Instant-runoff voting: avoiding the third-party "spoiler" problem

Since there’s a GD thread going on right now, “What do you think about proportional representation in the US House of Reps?” (http://boards.straightdope.com/sdmb/showthread.php?t=261571), I thought I would take this opportunity to open a debate on a related but very different electoral reform: Instant-runoff voting. It is much less controversial than PR, and also much simpler and easier to understand.

PR is used to elect multi-member policymaking bodies such as Congress or your
school board. IRV is for electing somebody to fill a single office such as president or governor or sheriff – or, under a single-member-district system, members of House, the Senate or a state legislature.

Most American public officials are elected by a “plurality” system, meaning that the candidate who gets the most votes wins – even if “most votes” means less than 50%. That works fine if there are only two candidates in the race, but what if there are more than two? Then its possible for a candidate whom most of the people don’t want, to win the office. E.g., if candidate A were running only against candidate B, then A might win by 55% to 45%. But it candidate C enters the race and “splits the opposition” to candidate B, then A wins only 35%, B wins 41%, and C wins 24%. In the latter scenario, B wins the office – even though the majority of the voters don’t want him! This is, to say the least, an undemocratic result. And it (rightly) detracts from the winner’s perceived mandate to govern – in his first term, Nixon suffered from the stigma of being a “minority president.” It also reduces voters effective choices – third-party candidates or nonpartisan independent candidates are discouraged from running in the first place, for fear of being labeled “spoilers.”

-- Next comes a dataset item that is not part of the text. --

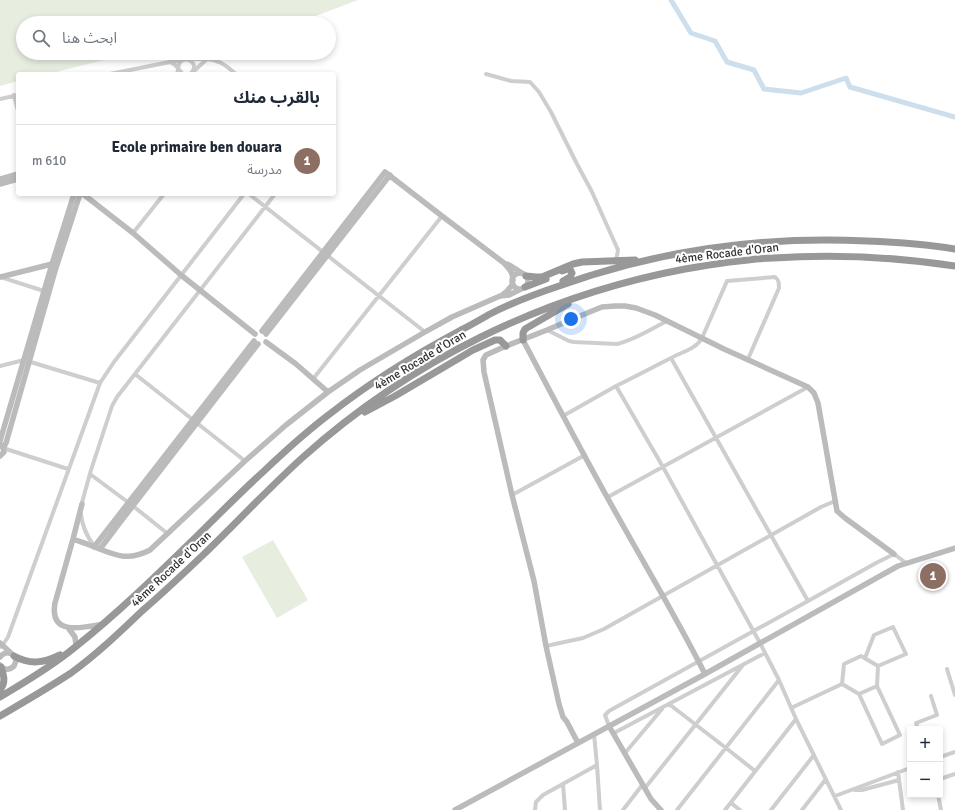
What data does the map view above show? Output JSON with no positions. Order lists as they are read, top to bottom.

Some jurisdictions solve this problem by having a second-round “runoff” election if nobody wins a majority in the first election. But this has several disadvantages. First of all, it costs money. The public has to spend tax dollars on a second election, the surviving candidates have to raise funds for a second round of campaigning – and we have enough campaign-financing problems as it is! Furthermore, voter turnout for the runoff is usually lower than for the first election. By this time, everybody is sick of the whole thing – who wants to sit through two campaign seasons back-to-back?

A better way to solve the problem is instant-runoff voting. Under IRV, if more than two candidates are running for the post, you the voter don’t have to pick just one – you can rank-order them by preference. If no candidate gets a majority of first-choice votes, then the candidate who runs last is eliminated, the votes are retallied, and those voters who made first-choice votes for the eliminated candidate get to have their second-choice votes counted towards electing their second-choice candidate. The process repeats until a candidate with a clear majority emerges.

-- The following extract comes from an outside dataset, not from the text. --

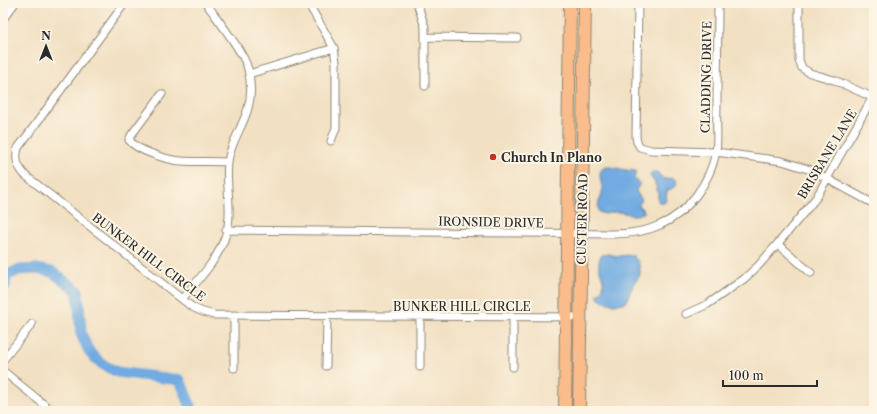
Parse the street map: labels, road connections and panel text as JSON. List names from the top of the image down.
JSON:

E.g., when Nader ran for president in 2000 he was reviled by liberals as a “spoiler” who was “splitting the opposition” to Bush, drawing away votes that otherwise might have gone to Gore. (The same problem arose when Teddy Roosevelt ran for president in 1912, Strom Thurmond and Henry Wallace in 1948, George Wallace in 1968, John Anderson in 1980, Ross Perot in 1992 and 1996.) Under an IRV system this would not have been a problem. A Nader supporter could have voted as follows:

1st choice: Nader (Green)
2nd choice: Gore (Democrat)
3rd choice: Browne (Libertarian)
4th choice: Bush (Republican)
5th choice: Buchanan (Reform)

(At least, that’s how I would have voted.)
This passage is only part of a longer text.